O Brasil é um imenso mercado. Não faz muito tempo, lançaram uma revista dedicada exclusivamente ao público negro de classe média. Turismo no Pelourinho, soluções para o seu cabelo, lugares aonde ir -coisas, enfim, de interesse para essa faixa de consumo.
Pensei que a revista tivesse vida curta, que não há no Brasil tantos negros assim podendo consumi-la. Ledo engano. A revista esgotou-se nos primeiros dias, tem mais de cem mil exemplares em circulação.
Faço parte de uma minoria, a dos que gostam de música clássica. Há vários meses eu vinha comprando uma revista inglesa, a "Classic CD", que, além de resenhas sobre lançamentos de música clássica em compact-disc, traz como brinde um disco, com mais de uma hora de duração, cheio de amostras grátis e excertos dos lançamentos mais importantes do mês. Tudo isso a menos de R$ 15.
"Como é bom saber inglês", pensei, ouvindo com fervor diletante o CD a preço baixo que me era garantido na banca de jornais da esquina.
Mas a surpresa máxima é que essa revista, dedicada unicamente à música clássica, e com um CD grátis incluído, está sendo agora editada no Brasil, ao preço de R$ 10.
Será que já estamos no primeiro mundo? De qualquer modo, o amante de música clássica, assim como a minoria de negros de classe média, prova-se capaz de consumir.
Há vários fenômenos em jogo, para além da simples "ascensão social", no caso dos negros, ou da "internacionalização", no caso dos melômanos. Com todas as suas carências, o Brasil tem mostrado suficiente poder econômico para importar espetáculos de primeira qualidade.
Ivo Pogorelich, Evgeny Kissin, os dois maiores pianistas da atualidade, apresentaram-se em São Paulo. Orquestras como o Gewandhaus, o Concertgebouw, já são quase arroz de festa. Cecilia Bartoli apresentou-se outro dia. Estaremos no primeiro mundo?
A revista de CD clássico parece dizer que sim. E parece ser sinal de alguns outros acontecimentos, que registro aqui.
O primeiro diz respeito à pura inovação tecnológica representada pelo CD. Consiste no seguinte: o apreciador de música clássica já tinha formado sua discoteca básica em vinil. Beethoven, Brahms, Bach, Vivaldi, tudo isso interessa pouco ao consumidor, uma vez que ele já tem seus velhos discos.

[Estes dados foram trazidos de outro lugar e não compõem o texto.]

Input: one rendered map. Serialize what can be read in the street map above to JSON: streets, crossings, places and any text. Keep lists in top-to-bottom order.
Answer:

O advento do CD determinou uma paixão pela descoberta. Basta ver os lançamentos de CDs noticiados pela revista para notar que a história da música clássica está sendo reesecrita.

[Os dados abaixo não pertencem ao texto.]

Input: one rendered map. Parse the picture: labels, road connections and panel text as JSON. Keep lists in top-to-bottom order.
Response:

O leitor que aprecia a música clássica certamente já ouviu falar de Carl Nielsen, de Francis Poulenc, de Edward Elgar, de Max Reger. São compositores semi-notáveis, correspondem ao "terceiro time" da fama universal. Mas o que dizer de Salter, Schulhoff, Maw, Aarvo Part, Bowen?

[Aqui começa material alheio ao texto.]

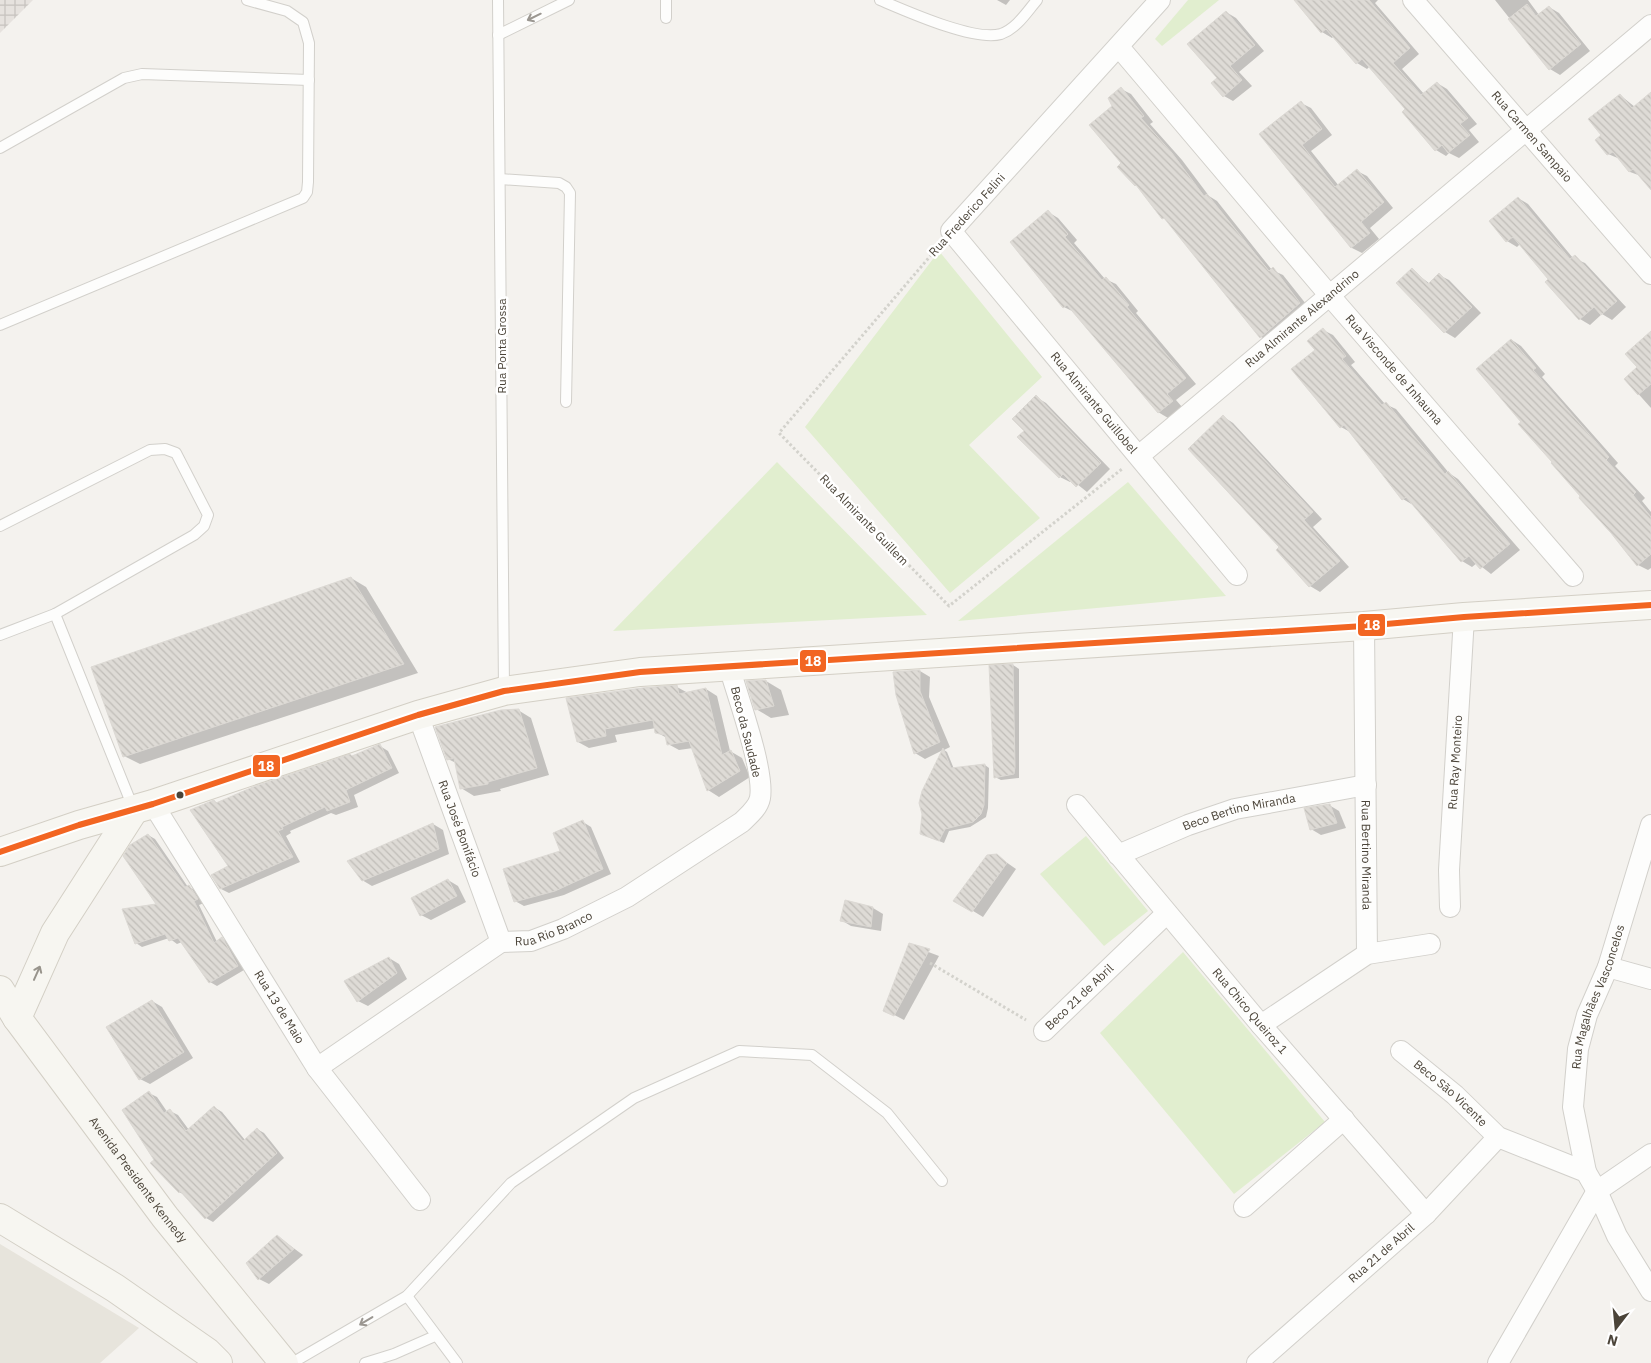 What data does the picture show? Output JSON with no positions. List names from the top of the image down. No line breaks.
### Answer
{"streets":{"street":["Rua Carmen Sampaio","Rua Frederico Felini","Rua Almirante Alexandrino","Rua Visconde de Inhauma","Rua Almirante Guillobel","Beco da Saudade","Rua Ray Monteiro","Beco Bertino Miranda","Rua José Bonifácio","Rua Bertino Miranda","Rua Rio Branco","Beco 21 de Abril","Rua Magalhães Vasconcelos","Rua 13 de Maio","Rua Chico Queiroz 1","Beco São Vicente","Avenida Presidente Kennedy","Rua 21 de Abril"],"lane":["Rua Ponta Grossa"],"path":["Rua Almirante Guillem"]},"crossings":[["Rua Carmen Sampaio","Rua Almirante Alexandrino"],["Rua Frederico Felini","Rua Visconde de Inhauma"],["Rua Frederico Felini","Rua Almirante Guillobel"],["Rua Frederico Felini","Rua Almirante Guillem"],["Rua Almirante Alexandrino","Rua Visconde de Inhauma"],["Rua Almirante Alexandrino","Rua Almirante Guillobel"],["Rua Almirante Alexandrino","Rua Almirante Guillem"],["Rua Almirante Guillobel","Rua Almirante Guillem"],["Beco da Saudade","Rua Rio Branco"],["Beco Bertino Miranda","Rua Bertino Miranda"],["Beco Bertino Miranda","Rua Chico Queiroz 1"],["Rua José Bonifácio","Rua Rio Branco"],["Rua Rio Branco","Rua 13 de Maio"],["Beco 21 de Abril","Rua Chico Queiroz 1"],["Rua Chico Queiroz 1","Rua 21 de Abril"],["Beco São Vicente","Rua 21 de Abril"]],"lines":["transit line 18"],"north":"bottom"}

Esses compositores são resenhados na revista, estão com CDs no mercado. Mesmo quem conhece de cor as sinfonias de Vaughan Williams ou os motetos de Palestrina tem, desse modo, trabalho pela frente.
A mera invenção do CD repôs, dada a voracidade do mercado, um número imenso de compositores em circulação. Acredito que tenha tido outra consequência: modificou nosso modo de ouvir música.
Um tom mais preciso, mais seco, mais nítido, passou a ser valorizado. As recuperações do modo de tocar música barroca, a voga dos "instrumentos originais", antecedem o CD. Mas é no CD que encontram seu veículo.
Por outro lado, ocorre um movimento de popularização da música clássica. Começou com a ópera, os três tenores. Mas a coisa já se estendeu bastante. Grandes instrumentistas aparecem hoje em dia com brinquinho na orelha, cabelo punk, poses de top-model. E sua interpretação dos clássicos tende a ser muito roqueira, muito heavy metal.
Digo isso ouvindo a gravação de um concerto para violino de Bach, que consta do CD-brinde da revista. A violinista se chama Viktoria Mullova, é uma russa de 37 anos, e há uma foto sua em que parece uma daquelas jogadoras de vôlei que viraram musas da "Playboy".
Bach, na faixa 6 do CD, torna-se um músico de hard-dancing. É uma surpresa admirável, virtuosística, eletrizante. O mesmo pode ser dito de Toscanini interpretando uma passagem do "Réquiem" de Verdi, na faixa 12: é coisa digna do grupo Sepultura.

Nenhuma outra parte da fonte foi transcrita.